Twenty-six former employees filed a suit with a labour court in Offenbach against Manroland and the insolvency administrator, Werner Schneider. The workers complain that they were prompted to sign a termination of jobs agreement at the end of January 2012 on the basis of “fraudulent misrepresentation”. As a result, they lost their jobs under the worst conditions imaginable.
The court dismissed the workers’ claim, but in the course of the trial it emerged that the main role in duping the Manroland workforce had in fact been played by IG Metall and its works council.
The lawyer for the 26 plaintiffs, Volkmar Spielmann from Hanau, declared in the course of the proceedings: “From our perspective the works councils belong in the camp of the insolvency administrators of Manroland. They have willingly and consciously represented the insolvency camp in the case of Manroland. Council members told the workers: ‘If you do not sign (termination of employment agreements) you will be sacked without notice by the insolvency representative’. That was a deception.”
He then added: “Several councils—if I may say so—took over the dirty work of disposing of half the workforce in order to meet the conditions for a takeover.”
What actually took place?
On January 23, 2012, the 1,750 employees of the Manroland plant in Offenbach were informed at a staff meeting that the liquidator of the company was planning to shift about half the workforce into a so-called “transfer company”, which permits workers to retain part of their wages for a period while they prepare for unemployment. The very next day the workers affected received job termination agreements for signature.
Of the more than 900 workers who lost their jobs in January at Manroland, almost 180 have now lodged appeals with the labour court. The slimmed-down, bankrupt press manufacturer was then taken over on February 1 by another company, Langley Holdings PLC, with just 824 workers retaining their jobs.

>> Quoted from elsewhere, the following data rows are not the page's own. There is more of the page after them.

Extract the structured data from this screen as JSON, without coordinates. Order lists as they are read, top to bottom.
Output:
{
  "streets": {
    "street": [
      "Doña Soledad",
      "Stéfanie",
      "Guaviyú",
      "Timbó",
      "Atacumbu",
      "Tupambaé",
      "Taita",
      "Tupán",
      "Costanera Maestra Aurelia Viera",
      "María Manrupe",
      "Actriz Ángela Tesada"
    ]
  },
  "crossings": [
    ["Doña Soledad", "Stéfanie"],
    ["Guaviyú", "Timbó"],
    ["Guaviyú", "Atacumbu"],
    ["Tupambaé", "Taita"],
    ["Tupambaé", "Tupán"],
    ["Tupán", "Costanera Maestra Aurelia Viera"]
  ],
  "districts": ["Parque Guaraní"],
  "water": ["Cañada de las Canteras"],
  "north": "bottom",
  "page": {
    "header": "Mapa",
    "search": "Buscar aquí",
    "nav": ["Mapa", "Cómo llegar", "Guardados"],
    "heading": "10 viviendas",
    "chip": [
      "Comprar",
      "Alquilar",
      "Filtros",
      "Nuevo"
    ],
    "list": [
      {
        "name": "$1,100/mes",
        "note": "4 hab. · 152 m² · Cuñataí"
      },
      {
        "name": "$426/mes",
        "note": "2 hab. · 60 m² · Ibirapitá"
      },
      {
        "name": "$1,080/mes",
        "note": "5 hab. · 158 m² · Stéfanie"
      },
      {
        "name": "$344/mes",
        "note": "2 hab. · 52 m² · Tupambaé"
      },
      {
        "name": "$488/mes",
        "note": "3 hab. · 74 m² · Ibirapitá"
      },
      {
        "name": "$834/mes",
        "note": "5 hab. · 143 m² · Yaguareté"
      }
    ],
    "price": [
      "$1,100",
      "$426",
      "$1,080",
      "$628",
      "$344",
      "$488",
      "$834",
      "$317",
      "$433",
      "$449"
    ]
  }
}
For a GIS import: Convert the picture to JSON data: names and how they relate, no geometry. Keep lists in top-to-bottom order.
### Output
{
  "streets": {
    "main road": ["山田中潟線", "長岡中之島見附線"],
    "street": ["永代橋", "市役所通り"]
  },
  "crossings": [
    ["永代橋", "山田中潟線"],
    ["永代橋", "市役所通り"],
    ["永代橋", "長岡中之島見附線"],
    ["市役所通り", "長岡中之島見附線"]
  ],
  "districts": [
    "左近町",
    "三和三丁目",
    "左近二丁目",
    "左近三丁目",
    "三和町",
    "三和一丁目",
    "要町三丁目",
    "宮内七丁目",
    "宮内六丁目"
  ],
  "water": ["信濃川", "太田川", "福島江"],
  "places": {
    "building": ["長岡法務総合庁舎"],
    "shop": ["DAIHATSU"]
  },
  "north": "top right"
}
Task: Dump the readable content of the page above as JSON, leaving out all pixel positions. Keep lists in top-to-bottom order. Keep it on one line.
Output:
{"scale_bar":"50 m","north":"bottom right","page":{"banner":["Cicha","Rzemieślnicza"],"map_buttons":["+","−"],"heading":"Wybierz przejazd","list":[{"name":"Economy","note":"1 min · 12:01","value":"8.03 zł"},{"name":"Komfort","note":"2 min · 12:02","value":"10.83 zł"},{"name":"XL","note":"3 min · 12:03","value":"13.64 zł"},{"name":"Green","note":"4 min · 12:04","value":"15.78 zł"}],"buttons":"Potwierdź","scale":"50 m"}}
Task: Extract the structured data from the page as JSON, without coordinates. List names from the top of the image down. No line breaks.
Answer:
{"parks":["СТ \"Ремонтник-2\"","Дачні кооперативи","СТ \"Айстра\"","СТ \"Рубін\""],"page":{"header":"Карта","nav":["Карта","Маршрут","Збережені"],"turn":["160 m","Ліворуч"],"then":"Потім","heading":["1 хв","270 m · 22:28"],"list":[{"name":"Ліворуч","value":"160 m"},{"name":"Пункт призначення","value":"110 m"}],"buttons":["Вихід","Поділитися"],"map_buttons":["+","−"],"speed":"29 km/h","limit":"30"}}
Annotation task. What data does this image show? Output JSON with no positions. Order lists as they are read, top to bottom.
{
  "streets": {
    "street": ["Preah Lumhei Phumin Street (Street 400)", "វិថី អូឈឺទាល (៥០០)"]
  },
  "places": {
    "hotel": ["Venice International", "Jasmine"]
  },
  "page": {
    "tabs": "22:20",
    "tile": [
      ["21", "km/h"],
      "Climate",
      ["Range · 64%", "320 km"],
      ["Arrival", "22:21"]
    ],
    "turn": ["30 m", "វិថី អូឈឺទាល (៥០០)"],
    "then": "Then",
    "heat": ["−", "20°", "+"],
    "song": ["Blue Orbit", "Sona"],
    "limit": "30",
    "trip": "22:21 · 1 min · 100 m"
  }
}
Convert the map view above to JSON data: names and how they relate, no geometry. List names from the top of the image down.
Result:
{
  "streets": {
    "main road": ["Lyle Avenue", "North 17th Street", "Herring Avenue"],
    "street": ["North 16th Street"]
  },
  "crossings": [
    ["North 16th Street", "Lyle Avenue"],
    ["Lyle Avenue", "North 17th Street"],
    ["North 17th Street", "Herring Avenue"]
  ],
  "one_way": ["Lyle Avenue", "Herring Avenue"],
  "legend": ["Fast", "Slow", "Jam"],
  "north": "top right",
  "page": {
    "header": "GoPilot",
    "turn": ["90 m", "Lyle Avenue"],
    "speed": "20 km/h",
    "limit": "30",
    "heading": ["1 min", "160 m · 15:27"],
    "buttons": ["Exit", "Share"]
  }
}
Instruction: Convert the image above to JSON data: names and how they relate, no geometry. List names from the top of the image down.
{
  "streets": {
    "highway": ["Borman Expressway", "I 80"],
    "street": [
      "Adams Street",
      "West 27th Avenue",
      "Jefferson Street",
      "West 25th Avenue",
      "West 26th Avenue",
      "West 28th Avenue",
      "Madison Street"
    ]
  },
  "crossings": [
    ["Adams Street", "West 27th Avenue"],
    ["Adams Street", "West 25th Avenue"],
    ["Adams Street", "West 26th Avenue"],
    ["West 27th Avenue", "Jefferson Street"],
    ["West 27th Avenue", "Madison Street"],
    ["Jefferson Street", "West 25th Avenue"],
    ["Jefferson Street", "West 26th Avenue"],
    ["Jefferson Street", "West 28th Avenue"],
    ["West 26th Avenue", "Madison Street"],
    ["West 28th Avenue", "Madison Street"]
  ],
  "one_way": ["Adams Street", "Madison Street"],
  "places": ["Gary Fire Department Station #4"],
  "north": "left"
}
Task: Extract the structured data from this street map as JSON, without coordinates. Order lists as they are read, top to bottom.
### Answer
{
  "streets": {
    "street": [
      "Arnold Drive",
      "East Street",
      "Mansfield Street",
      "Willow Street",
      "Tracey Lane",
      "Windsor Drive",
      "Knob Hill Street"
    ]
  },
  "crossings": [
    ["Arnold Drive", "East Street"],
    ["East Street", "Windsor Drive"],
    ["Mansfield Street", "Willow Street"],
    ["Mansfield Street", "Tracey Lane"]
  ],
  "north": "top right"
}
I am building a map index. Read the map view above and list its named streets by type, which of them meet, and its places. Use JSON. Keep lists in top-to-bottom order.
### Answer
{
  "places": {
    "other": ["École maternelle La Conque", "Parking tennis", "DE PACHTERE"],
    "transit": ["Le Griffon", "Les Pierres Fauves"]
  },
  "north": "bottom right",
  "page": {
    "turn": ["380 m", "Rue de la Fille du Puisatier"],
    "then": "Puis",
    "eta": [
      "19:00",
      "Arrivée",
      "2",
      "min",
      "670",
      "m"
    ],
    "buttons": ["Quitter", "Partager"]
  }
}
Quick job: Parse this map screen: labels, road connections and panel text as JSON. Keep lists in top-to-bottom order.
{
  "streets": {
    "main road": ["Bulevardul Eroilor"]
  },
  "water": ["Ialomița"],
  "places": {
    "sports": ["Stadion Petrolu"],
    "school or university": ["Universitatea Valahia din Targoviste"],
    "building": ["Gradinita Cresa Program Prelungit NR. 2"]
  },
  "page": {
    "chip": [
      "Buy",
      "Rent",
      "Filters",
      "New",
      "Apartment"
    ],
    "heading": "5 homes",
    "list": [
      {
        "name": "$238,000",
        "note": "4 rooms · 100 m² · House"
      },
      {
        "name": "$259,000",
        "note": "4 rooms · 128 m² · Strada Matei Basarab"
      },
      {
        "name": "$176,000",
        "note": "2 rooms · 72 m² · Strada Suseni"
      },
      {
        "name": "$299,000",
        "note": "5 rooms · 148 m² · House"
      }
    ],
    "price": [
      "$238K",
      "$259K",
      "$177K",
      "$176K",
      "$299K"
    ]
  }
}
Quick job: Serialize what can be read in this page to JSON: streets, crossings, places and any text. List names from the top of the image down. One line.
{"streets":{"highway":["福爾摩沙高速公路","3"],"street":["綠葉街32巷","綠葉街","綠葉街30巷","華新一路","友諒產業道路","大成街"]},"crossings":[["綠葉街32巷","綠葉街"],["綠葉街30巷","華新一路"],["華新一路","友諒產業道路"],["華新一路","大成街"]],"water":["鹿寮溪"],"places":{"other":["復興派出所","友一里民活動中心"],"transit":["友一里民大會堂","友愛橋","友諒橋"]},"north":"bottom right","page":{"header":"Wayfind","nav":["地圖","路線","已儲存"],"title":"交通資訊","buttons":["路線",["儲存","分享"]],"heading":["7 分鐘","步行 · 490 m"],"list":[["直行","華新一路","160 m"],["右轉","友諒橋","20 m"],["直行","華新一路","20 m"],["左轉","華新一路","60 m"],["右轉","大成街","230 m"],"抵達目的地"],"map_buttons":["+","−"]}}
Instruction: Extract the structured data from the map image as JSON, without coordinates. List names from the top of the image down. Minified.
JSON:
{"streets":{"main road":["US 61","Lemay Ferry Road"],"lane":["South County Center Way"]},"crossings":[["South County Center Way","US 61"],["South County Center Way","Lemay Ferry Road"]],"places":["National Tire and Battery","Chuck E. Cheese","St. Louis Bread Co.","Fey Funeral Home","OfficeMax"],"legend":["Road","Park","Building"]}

However, as the lawyer for the plaintiffs made clear before court, the sacked workers were not merely inadequately informed, they were deliberately deceived by the union, which was intent on ensuring a 95 percent rate of agreement by workers to accept redundancy and thereby pave the way for the takeover of the company by Langley. Spielmann told the court that the British investor Langley “did not just appear out of the blue on February 1.”
Workers had been told by the union that there was no other interested party for the company on the horizon and therefore no alternative to agreeing to redundancy. Otherwise, the company could be declared insolvent and workers sacked by the bankruptcy administrator without notice.
In addition, Spielmann continued, workers were told that the production of individual presses was to be terminated. Also, contrary to the claims of the union, there was no selection of workers to be retained on the basis of social needs. The claim that selection was made “strictly according to social criteria” appears to the workers today as “preposterous”, Spielmann said, continuing: “I bet that none of the workers retaining their jobs today are disabled. They have all been sorted out”.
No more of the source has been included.